At its formation, the RPCES Delmarva Presbytery consisted of fourteen churches and one mission work. Upon checking, it appears that all of these churches either came into the RPCES from the Bible Presbyterian Church, Columbus Synod (aka, Evangelical Presbyterian Church, 1961-65), when it merged with the Reformed Presbyterian Church, General Synod in April of 1965, or were added to the RPCES in the short span of years 1965-1968 prior to the creation of Delmarva. By the time that the RPCES was received into the PCA in 1982—in little more than another dozen years—Delmarva Presbytery had more than doubled to a total of thirty-seven churches!

With the Joining & Receiving, a few of the RPCES Delmarva churches went into the PCA’s James River Presbytery, but most continued on into the new PCA Delmarva Presbytery.

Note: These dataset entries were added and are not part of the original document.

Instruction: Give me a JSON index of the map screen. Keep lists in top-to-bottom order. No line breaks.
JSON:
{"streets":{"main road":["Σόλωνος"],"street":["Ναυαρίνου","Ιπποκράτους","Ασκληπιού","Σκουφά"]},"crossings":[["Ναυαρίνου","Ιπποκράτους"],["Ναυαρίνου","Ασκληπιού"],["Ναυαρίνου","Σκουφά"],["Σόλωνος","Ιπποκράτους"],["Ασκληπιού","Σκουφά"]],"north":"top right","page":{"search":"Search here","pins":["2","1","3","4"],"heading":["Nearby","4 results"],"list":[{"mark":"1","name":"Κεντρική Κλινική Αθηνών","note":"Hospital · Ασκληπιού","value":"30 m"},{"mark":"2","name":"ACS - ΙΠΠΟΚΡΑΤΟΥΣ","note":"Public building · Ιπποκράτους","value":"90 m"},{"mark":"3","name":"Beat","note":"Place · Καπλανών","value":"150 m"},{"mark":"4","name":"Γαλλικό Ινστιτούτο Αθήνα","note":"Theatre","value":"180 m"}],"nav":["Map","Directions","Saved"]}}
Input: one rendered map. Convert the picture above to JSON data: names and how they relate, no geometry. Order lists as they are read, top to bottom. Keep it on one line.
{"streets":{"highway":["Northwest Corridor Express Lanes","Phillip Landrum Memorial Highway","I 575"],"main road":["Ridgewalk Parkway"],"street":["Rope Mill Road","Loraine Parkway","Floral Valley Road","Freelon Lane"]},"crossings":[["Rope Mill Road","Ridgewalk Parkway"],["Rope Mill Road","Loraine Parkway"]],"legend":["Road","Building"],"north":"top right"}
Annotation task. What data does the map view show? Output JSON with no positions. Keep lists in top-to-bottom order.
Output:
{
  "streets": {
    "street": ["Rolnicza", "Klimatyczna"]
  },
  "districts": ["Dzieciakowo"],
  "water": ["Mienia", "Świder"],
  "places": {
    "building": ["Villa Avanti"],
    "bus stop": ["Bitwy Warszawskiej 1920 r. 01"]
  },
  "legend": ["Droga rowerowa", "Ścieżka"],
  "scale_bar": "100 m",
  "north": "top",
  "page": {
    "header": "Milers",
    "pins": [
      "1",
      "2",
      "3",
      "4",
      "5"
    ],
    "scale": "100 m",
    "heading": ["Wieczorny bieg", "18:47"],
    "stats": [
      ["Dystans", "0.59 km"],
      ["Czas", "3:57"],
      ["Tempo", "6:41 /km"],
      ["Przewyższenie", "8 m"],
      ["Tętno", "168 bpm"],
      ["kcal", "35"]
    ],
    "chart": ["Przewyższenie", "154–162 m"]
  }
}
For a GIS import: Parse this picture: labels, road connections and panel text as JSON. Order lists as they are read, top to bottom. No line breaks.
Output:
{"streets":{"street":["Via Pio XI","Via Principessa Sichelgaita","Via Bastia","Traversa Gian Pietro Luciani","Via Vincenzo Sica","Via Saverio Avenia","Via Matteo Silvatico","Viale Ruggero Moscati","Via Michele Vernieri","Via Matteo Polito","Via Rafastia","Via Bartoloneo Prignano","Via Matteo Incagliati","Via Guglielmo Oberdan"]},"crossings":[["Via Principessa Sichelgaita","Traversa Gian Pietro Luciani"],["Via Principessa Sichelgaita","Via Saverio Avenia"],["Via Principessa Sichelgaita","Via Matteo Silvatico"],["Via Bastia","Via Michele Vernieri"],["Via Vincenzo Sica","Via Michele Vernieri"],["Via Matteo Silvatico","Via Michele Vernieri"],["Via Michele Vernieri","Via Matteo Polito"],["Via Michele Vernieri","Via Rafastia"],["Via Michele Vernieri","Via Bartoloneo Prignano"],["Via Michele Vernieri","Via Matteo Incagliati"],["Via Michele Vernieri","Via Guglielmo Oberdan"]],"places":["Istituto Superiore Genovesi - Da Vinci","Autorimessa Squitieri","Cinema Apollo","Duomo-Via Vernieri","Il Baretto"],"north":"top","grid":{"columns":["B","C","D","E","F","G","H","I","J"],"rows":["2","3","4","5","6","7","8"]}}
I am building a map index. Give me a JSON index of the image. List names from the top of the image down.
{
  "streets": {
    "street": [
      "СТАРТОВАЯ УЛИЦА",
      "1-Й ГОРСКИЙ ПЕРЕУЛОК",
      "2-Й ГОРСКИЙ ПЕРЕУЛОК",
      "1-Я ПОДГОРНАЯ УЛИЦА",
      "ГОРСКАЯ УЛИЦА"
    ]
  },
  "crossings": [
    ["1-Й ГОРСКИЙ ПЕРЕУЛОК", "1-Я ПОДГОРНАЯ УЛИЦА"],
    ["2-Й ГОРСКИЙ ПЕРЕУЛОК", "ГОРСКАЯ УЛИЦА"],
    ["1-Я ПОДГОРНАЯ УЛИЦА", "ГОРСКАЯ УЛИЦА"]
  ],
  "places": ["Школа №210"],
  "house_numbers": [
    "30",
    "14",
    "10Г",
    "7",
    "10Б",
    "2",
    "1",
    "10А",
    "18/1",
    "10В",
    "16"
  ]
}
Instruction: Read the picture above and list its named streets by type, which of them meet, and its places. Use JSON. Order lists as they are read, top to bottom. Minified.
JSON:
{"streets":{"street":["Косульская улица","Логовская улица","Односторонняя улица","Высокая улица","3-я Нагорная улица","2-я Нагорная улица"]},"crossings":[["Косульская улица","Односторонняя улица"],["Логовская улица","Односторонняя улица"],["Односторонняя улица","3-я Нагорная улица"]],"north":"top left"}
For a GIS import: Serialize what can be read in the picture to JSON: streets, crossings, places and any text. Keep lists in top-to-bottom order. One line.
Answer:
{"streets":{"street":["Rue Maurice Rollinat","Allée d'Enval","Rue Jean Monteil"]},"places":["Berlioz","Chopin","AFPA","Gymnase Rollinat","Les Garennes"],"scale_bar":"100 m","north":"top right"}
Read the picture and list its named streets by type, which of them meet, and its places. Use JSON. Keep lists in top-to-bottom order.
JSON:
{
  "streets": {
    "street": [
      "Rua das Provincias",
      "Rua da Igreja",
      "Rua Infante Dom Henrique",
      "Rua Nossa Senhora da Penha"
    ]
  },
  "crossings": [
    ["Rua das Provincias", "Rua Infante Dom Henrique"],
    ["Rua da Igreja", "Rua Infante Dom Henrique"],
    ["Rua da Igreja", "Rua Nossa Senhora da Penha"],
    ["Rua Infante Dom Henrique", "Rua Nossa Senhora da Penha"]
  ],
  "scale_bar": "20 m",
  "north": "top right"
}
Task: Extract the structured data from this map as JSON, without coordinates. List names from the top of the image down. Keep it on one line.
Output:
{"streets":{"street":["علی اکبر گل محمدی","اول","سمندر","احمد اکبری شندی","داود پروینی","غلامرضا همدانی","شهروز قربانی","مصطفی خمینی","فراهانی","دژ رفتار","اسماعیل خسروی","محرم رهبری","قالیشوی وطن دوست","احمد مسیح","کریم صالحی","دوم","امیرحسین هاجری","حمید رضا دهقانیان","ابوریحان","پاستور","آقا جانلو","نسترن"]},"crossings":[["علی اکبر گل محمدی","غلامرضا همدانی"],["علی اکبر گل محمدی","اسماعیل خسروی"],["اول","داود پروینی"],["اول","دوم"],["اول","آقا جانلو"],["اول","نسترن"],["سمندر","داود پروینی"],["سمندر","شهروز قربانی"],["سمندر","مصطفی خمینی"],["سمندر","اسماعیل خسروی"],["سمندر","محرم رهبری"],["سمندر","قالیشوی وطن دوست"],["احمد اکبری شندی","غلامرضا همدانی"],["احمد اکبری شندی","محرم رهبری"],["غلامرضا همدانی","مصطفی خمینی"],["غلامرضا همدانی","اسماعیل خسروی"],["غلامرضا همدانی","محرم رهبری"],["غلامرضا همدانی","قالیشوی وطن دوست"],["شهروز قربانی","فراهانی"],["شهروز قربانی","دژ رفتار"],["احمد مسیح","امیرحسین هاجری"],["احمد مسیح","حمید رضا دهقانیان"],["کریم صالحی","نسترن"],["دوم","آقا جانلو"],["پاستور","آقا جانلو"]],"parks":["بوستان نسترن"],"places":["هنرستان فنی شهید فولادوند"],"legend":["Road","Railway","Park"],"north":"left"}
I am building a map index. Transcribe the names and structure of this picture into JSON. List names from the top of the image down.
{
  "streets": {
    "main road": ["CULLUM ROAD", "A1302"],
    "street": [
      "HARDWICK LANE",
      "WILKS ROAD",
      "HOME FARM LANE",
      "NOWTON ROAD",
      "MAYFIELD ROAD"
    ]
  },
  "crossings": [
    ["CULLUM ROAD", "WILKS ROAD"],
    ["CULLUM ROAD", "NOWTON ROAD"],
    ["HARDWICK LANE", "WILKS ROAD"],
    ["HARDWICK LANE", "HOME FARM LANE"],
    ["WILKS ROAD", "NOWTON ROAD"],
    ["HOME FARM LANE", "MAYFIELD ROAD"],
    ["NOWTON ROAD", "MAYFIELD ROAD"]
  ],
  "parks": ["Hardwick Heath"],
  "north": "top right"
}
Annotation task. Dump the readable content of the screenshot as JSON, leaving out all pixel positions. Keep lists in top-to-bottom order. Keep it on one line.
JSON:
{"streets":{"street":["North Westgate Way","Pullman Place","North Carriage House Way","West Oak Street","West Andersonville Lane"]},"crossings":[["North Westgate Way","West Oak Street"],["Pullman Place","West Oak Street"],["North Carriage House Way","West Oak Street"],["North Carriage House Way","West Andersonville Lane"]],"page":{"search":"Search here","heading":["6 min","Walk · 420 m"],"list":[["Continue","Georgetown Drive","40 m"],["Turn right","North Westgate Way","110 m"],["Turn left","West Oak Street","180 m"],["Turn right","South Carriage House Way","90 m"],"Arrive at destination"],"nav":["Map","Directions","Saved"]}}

Gathering at its first Stated Meeting, the new Delmarva Presbytery convened at 9:45 A.M. on September 11, 1982 at the Abbott Memorial Presbyterian Church in Baltimore, Maryland, with a service of worship conducted by the Rev. Stephen Smallman, then pastor of the McLean Presbyterian Church. The service included hymns and a sermon preached from I Timothy 3. The Rev. Franklyn Miller, pastor of the host church, along with Rev. Smallman, led in the administration of the Sacrament of the Lord’s Supper.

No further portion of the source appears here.